Para Oquendo, el narrador de estas prosas es un espectador. Ribeyro posee un juicio previo a la escritura, un prejuicio que en cierto sentido la lastra: el pesimismo, el desencanto. No muestra las cosas como son, dice Oquendo, sino como están. ¿A qué se refiere? Por un lado, no podemos conocer a Ribeyro para preguntarle, sino al personaje que emana del texto, que no existe antes que el texto. Pero parece entenderse que para Oquendo la prosa desencantada no casa con la utopía política, con las obras políticas que, diríamos hoy enmendándole la plana a Oquendo, en vez de mostrar las cosas como son (que para Ribeyro también es como están) muestran el mundo como debería ser. Ribeyro, dice Oquendo, posee «una óptica fría [que] disimula una literatura sentimental».

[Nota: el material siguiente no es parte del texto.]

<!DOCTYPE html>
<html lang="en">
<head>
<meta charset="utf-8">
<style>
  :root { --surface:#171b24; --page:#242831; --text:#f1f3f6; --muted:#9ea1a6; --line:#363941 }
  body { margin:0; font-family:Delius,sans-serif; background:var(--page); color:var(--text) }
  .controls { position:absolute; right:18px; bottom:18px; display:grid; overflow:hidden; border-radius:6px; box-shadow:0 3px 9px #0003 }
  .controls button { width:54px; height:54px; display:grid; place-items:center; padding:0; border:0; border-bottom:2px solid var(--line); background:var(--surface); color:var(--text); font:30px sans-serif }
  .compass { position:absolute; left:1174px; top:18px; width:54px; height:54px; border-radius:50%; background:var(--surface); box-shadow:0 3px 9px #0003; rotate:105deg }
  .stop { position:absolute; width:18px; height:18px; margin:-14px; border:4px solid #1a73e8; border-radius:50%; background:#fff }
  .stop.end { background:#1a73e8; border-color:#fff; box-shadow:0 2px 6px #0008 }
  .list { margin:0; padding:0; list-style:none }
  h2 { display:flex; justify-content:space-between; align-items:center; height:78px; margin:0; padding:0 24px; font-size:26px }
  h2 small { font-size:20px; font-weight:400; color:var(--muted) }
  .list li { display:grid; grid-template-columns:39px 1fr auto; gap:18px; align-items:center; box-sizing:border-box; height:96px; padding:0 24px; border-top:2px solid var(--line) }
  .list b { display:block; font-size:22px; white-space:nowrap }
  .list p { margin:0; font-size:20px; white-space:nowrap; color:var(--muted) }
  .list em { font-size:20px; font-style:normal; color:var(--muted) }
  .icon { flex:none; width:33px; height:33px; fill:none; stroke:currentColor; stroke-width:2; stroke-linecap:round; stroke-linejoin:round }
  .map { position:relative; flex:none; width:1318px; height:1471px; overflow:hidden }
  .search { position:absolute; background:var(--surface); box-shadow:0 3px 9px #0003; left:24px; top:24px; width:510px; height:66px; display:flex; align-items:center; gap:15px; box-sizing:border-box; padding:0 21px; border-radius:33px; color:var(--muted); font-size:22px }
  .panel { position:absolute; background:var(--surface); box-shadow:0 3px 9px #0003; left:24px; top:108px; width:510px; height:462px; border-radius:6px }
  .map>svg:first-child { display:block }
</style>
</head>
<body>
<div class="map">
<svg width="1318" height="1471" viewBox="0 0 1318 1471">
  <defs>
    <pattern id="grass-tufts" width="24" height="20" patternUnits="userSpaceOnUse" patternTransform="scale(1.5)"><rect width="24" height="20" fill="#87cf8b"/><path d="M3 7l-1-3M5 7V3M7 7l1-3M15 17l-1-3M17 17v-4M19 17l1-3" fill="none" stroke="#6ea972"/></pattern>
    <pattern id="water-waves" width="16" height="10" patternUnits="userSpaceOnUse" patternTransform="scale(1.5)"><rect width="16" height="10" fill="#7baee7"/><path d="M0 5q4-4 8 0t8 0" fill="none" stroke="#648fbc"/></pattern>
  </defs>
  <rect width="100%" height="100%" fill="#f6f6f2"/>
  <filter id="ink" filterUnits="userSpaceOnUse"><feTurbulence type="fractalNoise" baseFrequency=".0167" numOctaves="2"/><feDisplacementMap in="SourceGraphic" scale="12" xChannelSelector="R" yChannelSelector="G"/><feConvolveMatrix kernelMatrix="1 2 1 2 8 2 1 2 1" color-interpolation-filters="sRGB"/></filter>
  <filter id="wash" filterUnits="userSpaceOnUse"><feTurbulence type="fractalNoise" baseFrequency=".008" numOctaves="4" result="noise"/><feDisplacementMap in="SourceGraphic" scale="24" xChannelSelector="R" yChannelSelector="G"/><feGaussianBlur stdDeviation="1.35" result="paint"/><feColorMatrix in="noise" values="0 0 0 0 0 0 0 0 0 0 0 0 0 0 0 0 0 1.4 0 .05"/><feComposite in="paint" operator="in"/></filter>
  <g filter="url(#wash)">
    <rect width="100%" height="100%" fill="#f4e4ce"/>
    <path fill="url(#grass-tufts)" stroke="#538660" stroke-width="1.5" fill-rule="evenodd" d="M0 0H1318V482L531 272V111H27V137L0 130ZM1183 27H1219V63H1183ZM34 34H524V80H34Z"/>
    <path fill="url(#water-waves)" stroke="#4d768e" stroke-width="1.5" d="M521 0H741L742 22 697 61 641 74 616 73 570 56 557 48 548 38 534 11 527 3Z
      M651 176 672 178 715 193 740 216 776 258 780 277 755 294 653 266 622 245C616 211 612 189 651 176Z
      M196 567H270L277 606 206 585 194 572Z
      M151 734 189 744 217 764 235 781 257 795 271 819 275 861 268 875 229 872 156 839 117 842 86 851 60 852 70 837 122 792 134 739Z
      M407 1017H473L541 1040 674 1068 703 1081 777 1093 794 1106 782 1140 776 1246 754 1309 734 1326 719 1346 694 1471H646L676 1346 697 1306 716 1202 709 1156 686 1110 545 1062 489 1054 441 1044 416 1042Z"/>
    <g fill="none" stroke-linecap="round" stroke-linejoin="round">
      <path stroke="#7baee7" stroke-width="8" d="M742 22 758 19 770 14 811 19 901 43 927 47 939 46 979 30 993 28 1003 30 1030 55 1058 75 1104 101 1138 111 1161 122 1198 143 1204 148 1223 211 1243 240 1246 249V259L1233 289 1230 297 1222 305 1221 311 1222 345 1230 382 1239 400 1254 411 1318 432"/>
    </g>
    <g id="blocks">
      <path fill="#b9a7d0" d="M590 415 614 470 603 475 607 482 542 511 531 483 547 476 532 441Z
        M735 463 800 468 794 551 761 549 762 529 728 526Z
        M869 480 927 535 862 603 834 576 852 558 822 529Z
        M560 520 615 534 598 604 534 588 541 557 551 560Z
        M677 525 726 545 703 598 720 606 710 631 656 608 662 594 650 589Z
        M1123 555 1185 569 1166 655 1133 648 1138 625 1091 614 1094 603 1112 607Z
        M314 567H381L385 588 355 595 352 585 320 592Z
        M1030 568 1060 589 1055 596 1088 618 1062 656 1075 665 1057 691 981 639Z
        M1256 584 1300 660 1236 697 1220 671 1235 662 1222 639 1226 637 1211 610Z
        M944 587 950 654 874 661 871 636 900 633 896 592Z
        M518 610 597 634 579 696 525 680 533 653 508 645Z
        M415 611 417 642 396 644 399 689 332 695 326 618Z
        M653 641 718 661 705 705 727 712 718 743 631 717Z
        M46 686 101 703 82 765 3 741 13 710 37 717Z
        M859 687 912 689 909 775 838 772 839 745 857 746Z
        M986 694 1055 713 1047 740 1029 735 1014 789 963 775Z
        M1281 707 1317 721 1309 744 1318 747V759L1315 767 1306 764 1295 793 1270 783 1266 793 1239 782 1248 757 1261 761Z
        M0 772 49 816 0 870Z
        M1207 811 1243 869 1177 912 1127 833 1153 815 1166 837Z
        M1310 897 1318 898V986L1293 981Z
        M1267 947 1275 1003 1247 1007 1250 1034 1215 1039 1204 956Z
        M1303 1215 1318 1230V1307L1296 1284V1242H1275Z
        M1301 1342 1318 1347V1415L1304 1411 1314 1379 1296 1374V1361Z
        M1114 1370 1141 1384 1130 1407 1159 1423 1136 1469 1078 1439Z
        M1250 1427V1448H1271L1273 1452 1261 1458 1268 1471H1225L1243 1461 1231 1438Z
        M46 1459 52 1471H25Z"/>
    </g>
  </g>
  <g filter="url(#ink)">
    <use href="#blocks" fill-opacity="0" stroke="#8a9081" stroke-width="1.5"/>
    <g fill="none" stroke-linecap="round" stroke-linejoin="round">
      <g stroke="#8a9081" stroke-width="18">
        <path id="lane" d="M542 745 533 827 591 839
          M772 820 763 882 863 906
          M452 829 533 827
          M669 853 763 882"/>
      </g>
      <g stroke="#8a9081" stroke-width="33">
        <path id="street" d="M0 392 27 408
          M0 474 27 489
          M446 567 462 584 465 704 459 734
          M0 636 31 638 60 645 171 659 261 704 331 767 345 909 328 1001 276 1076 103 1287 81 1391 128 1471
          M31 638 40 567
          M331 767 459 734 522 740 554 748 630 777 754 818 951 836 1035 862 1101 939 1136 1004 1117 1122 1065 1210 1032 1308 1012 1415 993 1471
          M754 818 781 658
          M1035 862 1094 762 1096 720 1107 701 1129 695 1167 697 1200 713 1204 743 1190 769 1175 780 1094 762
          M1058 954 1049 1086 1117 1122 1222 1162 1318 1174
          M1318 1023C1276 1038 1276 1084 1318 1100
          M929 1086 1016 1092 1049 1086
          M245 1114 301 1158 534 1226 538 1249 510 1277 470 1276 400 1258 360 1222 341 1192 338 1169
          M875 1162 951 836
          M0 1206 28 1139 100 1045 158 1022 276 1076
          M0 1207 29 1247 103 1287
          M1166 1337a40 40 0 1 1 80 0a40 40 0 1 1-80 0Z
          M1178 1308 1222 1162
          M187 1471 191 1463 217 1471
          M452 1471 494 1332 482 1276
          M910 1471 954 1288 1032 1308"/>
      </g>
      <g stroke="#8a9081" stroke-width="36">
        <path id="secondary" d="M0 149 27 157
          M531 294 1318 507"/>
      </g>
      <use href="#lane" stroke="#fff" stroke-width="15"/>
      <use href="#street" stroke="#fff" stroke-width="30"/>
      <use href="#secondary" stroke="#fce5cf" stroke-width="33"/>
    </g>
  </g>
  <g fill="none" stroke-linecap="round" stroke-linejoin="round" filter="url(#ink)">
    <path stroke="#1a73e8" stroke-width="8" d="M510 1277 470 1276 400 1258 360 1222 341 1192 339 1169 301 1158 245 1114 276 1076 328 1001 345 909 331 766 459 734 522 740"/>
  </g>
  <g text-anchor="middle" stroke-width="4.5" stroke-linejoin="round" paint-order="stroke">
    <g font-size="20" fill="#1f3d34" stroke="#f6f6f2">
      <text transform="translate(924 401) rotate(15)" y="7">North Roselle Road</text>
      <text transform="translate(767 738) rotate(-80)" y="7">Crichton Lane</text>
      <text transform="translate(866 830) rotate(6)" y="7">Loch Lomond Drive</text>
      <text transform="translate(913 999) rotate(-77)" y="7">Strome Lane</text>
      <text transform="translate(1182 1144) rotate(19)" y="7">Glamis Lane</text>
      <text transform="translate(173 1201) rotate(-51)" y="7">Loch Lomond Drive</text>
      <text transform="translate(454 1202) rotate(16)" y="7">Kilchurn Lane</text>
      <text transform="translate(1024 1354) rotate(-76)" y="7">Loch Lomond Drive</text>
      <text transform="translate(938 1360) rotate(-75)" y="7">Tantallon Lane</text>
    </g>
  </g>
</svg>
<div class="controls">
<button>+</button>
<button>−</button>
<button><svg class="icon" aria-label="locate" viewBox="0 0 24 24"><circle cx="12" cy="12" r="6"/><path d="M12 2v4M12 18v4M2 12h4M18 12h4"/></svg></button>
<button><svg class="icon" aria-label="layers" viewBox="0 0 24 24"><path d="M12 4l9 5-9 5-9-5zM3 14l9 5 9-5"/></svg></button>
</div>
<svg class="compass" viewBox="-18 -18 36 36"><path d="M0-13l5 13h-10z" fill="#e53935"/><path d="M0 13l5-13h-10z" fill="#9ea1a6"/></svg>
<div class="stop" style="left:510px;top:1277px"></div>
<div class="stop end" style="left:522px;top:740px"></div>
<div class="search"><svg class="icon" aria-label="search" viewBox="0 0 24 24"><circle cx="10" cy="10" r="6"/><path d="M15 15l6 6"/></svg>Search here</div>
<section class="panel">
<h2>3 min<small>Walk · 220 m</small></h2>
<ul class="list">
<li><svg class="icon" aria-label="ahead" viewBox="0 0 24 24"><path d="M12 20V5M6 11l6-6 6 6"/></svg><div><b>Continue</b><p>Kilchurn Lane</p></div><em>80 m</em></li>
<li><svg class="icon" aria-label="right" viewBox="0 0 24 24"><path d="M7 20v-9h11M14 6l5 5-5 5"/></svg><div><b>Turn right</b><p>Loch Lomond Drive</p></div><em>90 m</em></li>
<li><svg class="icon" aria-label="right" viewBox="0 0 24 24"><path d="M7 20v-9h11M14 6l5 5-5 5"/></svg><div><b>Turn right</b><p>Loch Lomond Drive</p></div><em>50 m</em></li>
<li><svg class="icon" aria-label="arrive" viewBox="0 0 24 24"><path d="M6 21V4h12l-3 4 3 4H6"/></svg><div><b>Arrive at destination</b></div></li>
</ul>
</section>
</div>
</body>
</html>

Finaliza Oquendo su prólogo salvando las Prosas apenas por el talento literario de Ribeyro, un encanto menor: «Una visión como la de Ribeyro, ¿por qué nos complace? ¿Por qué, si incide en lo trillado, nos parece tan sabia; si es tan fría y distante, tan cálida, tan noble, tan humana? El desencanto, la incertidumbre lúcida, tienen un secreto atractivo. El recurso a la pálida nobleza, a la melancólica ironía pertenece a una rancia estirpe literaria. El escepticismo tiene un aire de sabiduría y puede servir al conformismo una elegante coartada. No inculpo a Ribeyro, trato de explicarme el placer de leer estas prosas, tan frágiles al análisis».